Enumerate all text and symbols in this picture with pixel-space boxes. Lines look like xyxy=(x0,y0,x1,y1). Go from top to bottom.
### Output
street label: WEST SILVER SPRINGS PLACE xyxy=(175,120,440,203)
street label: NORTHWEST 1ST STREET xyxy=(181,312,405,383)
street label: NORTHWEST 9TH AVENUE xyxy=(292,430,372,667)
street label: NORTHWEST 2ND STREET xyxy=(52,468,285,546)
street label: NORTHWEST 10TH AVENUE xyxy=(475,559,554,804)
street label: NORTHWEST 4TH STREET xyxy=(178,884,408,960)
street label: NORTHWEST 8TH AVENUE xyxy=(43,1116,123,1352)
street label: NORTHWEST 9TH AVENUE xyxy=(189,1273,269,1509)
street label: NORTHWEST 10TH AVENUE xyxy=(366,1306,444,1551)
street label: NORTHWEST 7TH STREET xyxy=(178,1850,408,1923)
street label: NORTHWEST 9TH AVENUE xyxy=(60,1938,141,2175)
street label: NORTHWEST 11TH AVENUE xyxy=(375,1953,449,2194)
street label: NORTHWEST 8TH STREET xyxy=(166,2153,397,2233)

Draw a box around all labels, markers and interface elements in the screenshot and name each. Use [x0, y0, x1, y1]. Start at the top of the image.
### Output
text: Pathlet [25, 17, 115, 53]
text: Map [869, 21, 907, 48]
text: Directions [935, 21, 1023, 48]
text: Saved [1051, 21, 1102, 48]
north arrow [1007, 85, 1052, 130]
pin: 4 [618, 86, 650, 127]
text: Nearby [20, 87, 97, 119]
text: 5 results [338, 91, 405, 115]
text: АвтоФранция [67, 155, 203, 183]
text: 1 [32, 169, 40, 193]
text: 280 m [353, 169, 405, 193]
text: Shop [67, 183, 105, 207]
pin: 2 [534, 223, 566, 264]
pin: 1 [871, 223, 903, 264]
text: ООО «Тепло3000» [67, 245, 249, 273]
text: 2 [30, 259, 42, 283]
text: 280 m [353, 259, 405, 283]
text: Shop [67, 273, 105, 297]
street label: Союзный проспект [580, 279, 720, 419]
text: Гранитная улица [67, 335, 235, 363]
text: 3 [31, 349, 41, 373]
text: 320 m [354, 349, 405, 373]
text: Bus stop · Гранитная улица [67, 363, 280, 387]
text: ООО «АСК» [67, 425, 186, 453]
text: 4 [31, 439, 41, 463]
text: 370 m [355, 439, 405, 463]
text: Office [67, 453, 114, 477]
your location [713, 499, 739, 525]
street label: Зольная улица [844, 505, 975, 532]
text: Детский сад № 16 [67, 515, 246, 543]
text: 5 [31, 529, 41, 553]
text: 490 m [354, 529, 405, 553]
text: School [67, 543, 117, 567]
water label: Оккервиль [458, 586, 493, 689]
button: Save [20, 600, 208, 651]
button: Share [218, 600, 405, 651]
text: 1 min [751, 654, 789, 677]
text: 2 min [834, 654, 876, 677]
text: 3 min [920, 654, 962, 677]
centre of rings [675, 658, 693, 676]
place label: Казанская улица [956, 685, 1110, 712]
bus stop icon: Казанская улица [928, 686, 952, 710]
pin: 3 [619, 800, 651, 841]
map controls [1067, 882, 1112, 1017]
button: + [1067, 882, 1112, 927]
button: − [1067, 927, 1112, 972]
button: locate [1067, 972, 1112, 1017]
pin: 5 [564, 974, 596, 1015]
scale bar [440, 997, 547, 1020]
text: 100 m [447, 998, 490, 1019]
********
Task description: Would you please repeat the whole listing exactly as it is?

Solution for this problem:
Enumerate all text and symbols in this picture with pixel-space boxes. Lines look like xyxy=(x0,y0,x1,y1). Go from top to bottom.
### Output
street label: WEST SILVER SPRINGS PLACE xyxy=(175,120,440,203)
street label: NORTHWEST 1ST STREET xyxy=(181,312,405,383)
street label: NORTHWEST 9TH AVENUE xyxy=(292,430,372,667)
street label: NORTHWEST 2ND STREET xyxy=(52,468,285,546)
street label: NORTHWEST 10TH AVENUE xyxy=(475,559,554,804)
street label: NORTHWEST 4TH STREET xyxy=(178,884,408,960)
street label: NORTHWEST 8TH AVENUE xyxy=(43,1116,123,1352)
street label: NORTHWEST 9TH AVENUE xyxy=(189,1273,269,1509)
street label: NORTHWEST 10TH AVENUE xyxy=(366,1306,444,1551)
street label: NORTHWEST 7TH STREET xyxy=(178,1850,408,1923)
street label: NORTHWEST 9TH AVENUE xyxy=(60,1938,141,2175)
street label: NORTHWEST 11TH AVENUE xyxy=(375,1953,449,2194)
street label: NORTHWEST 8TH STREET xyxy=(166,2153,397,2233)

Draw a box around all labels, markers and interface elements in the screenshot and name each. Use [x0, y0, x1, y1]. Start at the top of the image.
### Output
text: Pathlet [25, 17, 115, 53]
text: Map [869, 21, 907, 48]
text: Directions [935, 21, 1023, 48]
text: Saved [1051, 21, 1102, 48]
north arrow [1007, 85, 1052, 130]
pin: 4 [618, 86, 650, 127]
text: Nearby [20, 87, 97, 119]
text: 5 results [338, 91, 405, 115]
text: АвтоФранция [67, 155, 203, 183]
text: 1 [32, 169, 40, 193]
text: 280 m [353, 169, 405, 193]
text: Shop [67, 183, 105, 207]
pin: 2 [534, 223, 566, 264]
pin: 1 [871, 223, 903, 264]
text: ООО «Тепло3000» [67, 245, 249, 273]
text: 2 [30, 259, 42, 283]
text: 280 m [353, 259, 405, 283]
text: Shop [67, 273, 105, 297]
street label: Союзный проспект [580, 279, 720, 419]
text: Гранитная улица [67, 335, 235, 363]
text: 3 [31, 349, 41, 373]
text: 320 m [354, 349, 405, 373]
text: Bus stop · Гранитная улица [67, 363, 280, 387]
text: ООО «АСК» [67, 425, 186, 453]
text: 4 [31, 439, 41, 463]
text: 370 m [355, 439, 405, 463]
text: Office [67, 453, 114, 477]
your location [713, 499, 739, 525]
street label: Зольная улица [844, 505, 975, 532]
text: Детский сад № 16 [67, 515, 246, 543]
text: 5 [31, 529, 41, 553]
text: 490 m [354, 529, 405, 553]
text: School [67, 543, 117, 567]
water label: Оккервиль [458, 586, 493, 689]
button: Save [20, 600, 208, 651]
button: Share [218, 600, 405, 651]
text: 1 min [751, 654, 789, 677]
text: 2 min [834, 654, 876, 677]
text: 3 min [920, 654, 962, 677]
centre of rings [675, 658, 693, 676]
place label: Казанская улица [956, 685, 1110, 712]
bus stop icon: Казанская улица [928, 686, 952, 710]
pin: 3 [619, 800, 651, 841]
map controls [1067, 882, 1112, 1017]
button: + [1067, 882, 1112, 927]
button: − [1067, 927, 1112, 972]
button: locate [1067, 972, 1112, 1017]
pin: 5 [564, 974, 596, 1015]
scale bar [440, 997, 547, 1020]
text: 100 m [447, 998, 490, 1019]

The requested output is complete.